Closing the Communication Gap (download available via Google Drive)
Naomi Barry, Lead Educator at the Advocacy Center of Tompkins County
Have you ever had a conversation with a youth in your life that basically consisted of single syllable words or that ended in yelling but you still can’t figure out why? Well, then you are in very good company. Stress, misunderstanding, struggles for independence, and best intentions can often lead to a significant breakdown in communication between caregivers and youth. So, how can we possibly have difficult conversations about their wellbeing? Closing the Gap is a curriculum developed by LOVE146, an anti-trafficking organization, that is specifically designed to help caregivers build the needed skills to reduce youth risk through stress identification, understanding behaviors, enhancing communication, prioritizing needs, and planning for safety. While the entire Closing the Gap Program is 6 hours long, this workshop will introduce the concepts it covers and provide an opportunity to engage with portions of the program.
Protecting Youth by Building the Safety Net (download available via Google Drive)

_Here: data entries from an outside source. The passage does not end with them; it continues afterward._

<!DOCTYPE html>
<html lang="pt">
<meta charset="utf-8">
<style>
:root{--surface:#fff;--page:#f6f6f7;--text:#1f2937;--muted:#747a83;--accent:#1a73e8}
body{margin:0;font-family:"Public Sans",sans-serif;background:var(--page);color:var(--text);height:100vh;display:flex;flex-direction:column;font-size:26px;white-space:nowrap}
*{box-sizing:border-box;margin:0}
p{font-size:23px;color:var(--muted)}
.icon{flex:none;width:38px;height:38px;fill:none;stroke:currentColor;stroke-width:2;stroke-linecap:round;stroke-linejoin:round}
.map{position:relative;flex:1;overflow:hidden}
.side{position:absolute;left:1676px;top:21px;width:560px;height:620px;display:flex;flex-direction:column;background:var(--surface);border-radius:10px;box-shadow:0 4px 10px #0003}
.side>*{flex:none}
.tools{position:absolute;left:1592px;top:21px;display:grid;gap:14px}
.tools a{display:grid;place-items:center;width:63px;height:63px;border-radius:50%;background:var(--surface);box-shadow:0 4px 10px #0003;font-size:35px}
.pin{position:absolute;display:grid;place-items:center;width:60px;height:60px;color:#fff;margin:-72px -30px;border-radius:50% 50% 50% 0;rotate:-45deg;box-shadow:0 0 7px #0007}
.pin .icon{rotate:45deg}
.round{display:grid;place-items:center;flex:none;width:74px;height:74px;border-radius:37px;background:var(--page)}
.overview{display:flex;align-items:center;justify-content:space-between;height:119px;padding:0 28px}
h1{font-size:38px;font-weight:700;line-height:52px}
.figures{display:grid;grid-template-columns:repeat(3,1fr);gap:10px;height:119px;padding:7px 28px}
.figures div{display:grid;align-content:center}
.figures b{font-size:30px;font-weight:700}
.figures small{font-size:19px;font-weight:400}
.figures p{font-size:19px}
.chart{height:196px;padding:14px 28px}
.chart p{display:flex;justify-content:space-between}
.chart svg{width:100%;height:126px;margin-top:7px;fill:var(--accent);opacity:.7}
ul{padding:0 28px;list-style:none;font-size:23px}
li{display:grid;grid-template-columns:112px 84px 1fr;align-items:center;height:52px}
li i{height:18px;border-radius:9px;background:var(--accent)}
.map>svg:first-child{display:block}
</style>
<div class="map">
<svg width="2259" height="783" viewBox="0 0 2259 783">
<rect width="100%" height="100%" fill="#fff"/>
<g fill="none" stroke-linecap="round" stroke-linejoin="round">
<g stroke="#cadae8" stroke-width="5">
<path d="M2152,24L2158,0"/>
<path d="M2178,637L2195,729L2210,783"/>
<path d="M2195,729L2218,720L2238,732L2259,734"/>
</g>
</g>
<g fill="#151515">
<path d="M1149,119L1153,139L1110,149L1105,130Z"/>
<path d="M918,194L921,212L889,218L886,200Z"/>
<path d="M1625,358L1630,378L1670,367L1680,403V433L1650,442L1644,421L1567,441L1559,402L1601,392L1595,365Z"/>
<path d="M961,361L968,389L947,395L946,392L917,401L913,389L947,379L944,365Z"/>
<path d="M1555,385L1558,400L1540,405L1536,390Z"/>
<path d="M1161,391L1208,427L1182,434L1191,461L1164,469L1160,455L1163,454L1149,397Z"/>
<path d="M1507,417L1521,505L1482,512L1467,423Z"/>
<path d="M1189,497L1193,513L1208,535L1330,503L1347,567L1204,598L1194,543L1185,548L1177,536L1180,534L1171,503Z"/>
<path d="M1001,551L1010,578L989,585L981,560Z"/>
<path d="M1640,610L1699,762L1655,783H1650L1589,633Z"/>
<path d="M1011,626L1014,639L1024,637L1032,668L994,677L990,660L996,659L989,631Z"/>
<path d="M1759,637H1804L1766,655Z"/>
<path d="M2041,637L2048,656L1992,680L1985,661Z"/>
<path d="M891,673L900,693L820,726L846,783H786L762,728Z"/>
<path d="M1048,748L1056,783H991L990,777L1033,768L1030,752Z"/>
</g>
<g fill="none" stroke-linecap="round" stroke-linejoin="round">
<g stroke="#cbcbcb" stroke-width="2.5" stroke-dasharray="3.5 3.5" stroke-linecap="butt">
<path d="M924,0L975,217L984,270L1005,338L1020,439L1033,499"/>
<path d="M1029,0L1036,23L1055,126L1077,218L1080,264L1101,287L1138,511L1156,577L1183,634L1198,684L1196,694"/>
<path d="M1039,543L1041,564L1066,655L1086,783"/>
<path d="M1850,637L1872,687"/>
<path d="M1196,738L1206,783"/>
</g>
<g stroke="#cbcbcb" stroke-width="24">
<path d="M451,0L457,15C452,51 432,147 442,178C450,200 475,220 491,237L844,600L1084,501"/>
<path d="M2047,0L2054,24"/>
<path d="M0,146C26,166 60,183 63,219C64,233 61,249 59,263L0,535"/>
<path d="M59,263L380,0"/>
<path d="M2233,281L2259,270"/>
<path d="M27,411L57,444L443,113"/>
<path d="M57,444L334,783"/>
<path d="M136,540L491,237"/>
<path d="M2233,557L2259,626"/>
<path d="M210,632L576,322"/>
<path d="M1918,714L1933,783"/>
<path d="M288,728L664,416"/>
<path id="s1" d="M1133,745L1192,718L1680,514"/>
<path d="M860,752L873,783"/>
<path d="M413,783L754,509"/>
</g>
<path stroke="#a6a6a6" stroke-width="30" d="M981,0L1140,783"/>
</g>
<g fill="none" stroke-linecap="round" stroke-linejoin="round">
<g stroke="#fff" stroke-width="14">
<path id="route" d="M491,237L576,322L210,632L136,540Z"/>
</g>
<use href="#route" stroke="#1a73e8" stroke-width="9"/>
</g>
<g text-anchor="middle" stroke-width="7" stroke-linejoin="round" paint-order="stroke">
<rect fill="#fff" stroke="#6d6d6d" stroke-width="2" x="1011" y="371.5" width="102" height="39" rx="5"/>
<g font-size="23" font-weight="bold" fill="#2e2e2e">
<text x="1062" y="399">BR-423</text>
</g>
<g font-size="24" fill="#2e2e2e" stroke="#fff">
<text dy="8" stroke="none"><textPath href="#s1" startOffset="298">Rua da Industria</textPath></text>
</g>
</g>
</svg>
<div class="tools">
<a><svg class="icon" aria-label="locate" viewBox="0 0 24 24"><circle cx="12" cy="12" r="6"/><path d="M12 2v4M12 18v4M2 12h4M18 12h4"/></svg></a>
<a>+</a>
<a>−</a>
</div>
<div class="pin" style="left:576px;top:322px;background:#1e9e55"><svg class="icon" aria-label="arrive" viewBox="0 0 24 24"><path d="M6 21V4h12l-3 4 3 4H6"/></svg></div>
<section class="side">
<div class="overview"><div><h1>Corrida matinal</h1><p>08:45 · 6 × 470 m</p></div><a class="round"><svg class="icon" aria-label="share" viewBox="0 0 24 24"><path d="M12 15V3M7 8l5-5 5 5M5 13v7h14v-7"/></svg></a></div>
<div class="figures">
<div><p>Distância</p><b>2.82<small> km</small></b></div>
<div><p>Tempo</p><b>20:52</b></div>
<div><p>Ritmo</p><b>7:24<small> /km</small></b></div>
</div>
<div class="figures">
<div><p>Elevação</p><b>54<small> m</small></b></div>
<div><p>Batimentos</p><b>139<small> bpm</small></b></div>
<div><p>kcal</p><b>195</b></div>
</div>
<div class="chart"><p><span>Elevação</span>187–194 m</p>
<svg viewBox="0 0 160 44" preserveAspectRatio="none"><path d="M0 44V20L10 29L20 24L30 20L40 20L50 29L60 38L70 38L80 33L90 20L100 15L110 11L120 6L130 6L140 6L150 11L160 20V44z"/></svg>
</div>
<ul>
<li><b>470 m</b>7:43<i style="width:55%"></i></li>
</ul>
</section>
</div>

Panel of local youth serving organizations moderated by Bridgette Nugent, Tompkins County Youth Services Department
One of the strongest ways we can protect youth from exploitation is by helping them meet their emotional, developmental, or physical needs in appropriate, healthy ways. Often, we approach youth safety by limiting who they see, where they go, or what they interact with online, all of which can unintentionally create isolation or disconnection. A more effective approach is to build strong connections and “fill their jars”- so to say- with people and resources that can meet their emotional and developmental needs in positive and healthy ways. This panel will provide you the opportunity to hear more about a selection of our community organizations, programs, and entities in Tompkins County that are providing those spaces. Presenters will share information about the work they are doing, how to connect youth or how you can support their work, and answer questions you may have.